ABOUT THIS EXERCISE: All records, exactly as written, minus the pictures: copy them out.

*** Begin section ***

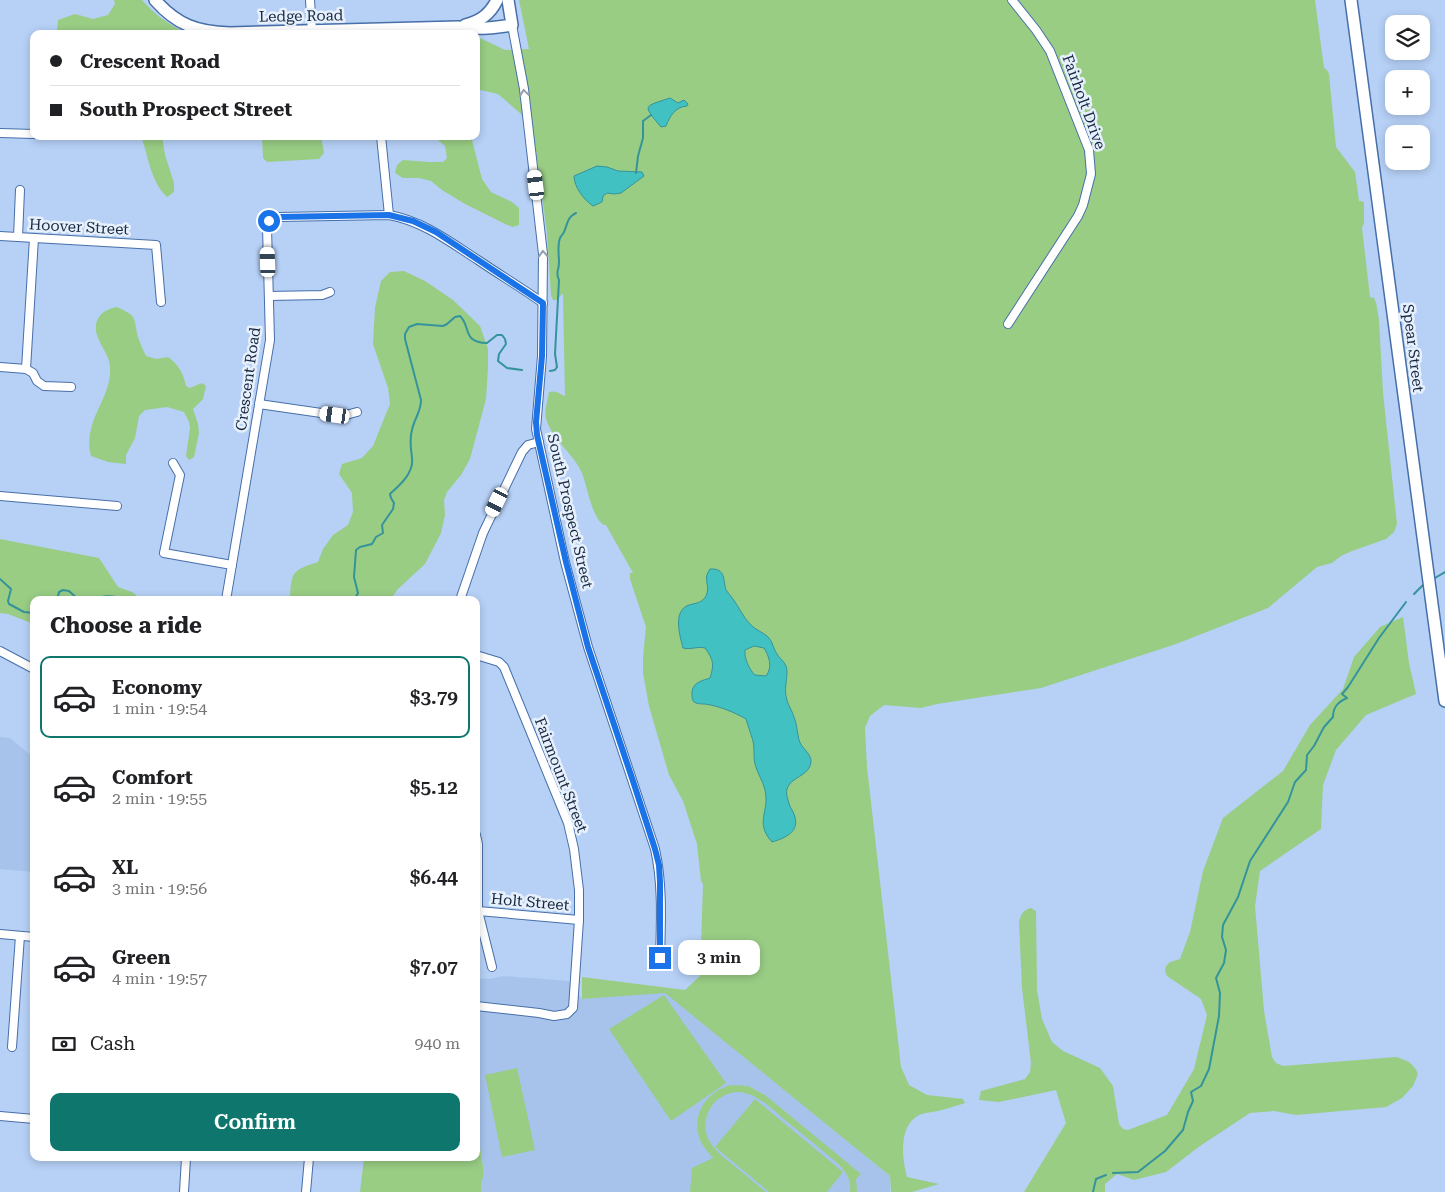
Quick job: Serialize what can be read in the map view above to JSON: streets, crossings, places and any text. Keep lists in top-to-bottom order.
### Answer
{
  "streets": {
    "main road": ["Ledge Road", "Spear Street", "South Prospect Street"],
    "street": [
      "Fairholt Drive",
      "Hoover Street",
      "Crescent Road",
      "Fairmount Street",
      "Holt Street"
    ]
  },
  "crossings": [
    ["Ledge Road", "South Prospect Street"],
    ["Crescent Road", "South Prospect Street"],
    ["Fairmount Street", "Holt Street"]
  ],
  "page": {
    "map_buttons": ["+", "−"],
    "banner": ["Crescent Road", "South Prospect Street"],
    "heading": "Choose a ride",
    "list": [
      {
        "name": "Economy",
        "note": "1 min · 19:54",
        "value": "$3.79"
      },
      {
        "name": "Comfort",
        "note": "2 min · 19:55",
        "value": "$5.12"
      },
      {
        "name": "XL",
        "note": "3 min · 19:56",
        "value": "$6.44"
      },
      {
        "name": "Green",
        "note": "4 min · 19:57",
        "value": "$7.07"
      }
    ],
    "bubble": "3 min",
    "pay": ["Cash", "940 m"],
    "buttons": "Confirm"
  }
}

*** End section ***

ANSWER SECTION:
Quick job: Serialize what can be read in the map view above to JSON: streets, crossings, places and any text. Keep lists in top-to-bottom order.
### Answer
{
  "streets": {
    "main road": ["Ledge Road", "Spear Street", "South Prospect Street"],
    "street": [
      "Fairholt Drive",
      "Hoover Street",
      "Crescent Road",
      "Fairmount Street",
      "Holt Street"
    ]
  },
  "crossings": [
    ["Ledge Road", "South Prospect Street"],
    ["Crescent Road", "South Prospect Street"],
    ["Fairmount Street", "Holt Street"]
  ],
  "page": {
    "map_buttons": ["+", "−"],
    "banner": ["Crescent Road", "South Prospect Street"],
    "heading": "Choose a ride",
    "list": [
      {
        "name": "Economy",
        "note": "1 min · 19:54",
        "value": "$3.79"
      },
      {
        "name": "Comfort",
        "note": "2 min · 19:55",
        "value": "$5.12"
      },
      {
        "name": "XL",
        "note": "3 min · 19:56",
        "value": "$6.44"
      },
      {
        "name": "Green",
        "note": "4 min · 19:57",
        "value": "$7.07"
      }
    ],
    "bubble": "3 min",
    "pay": ["Cash", "940 m"],
    "buttons": "Confirm"
  }
}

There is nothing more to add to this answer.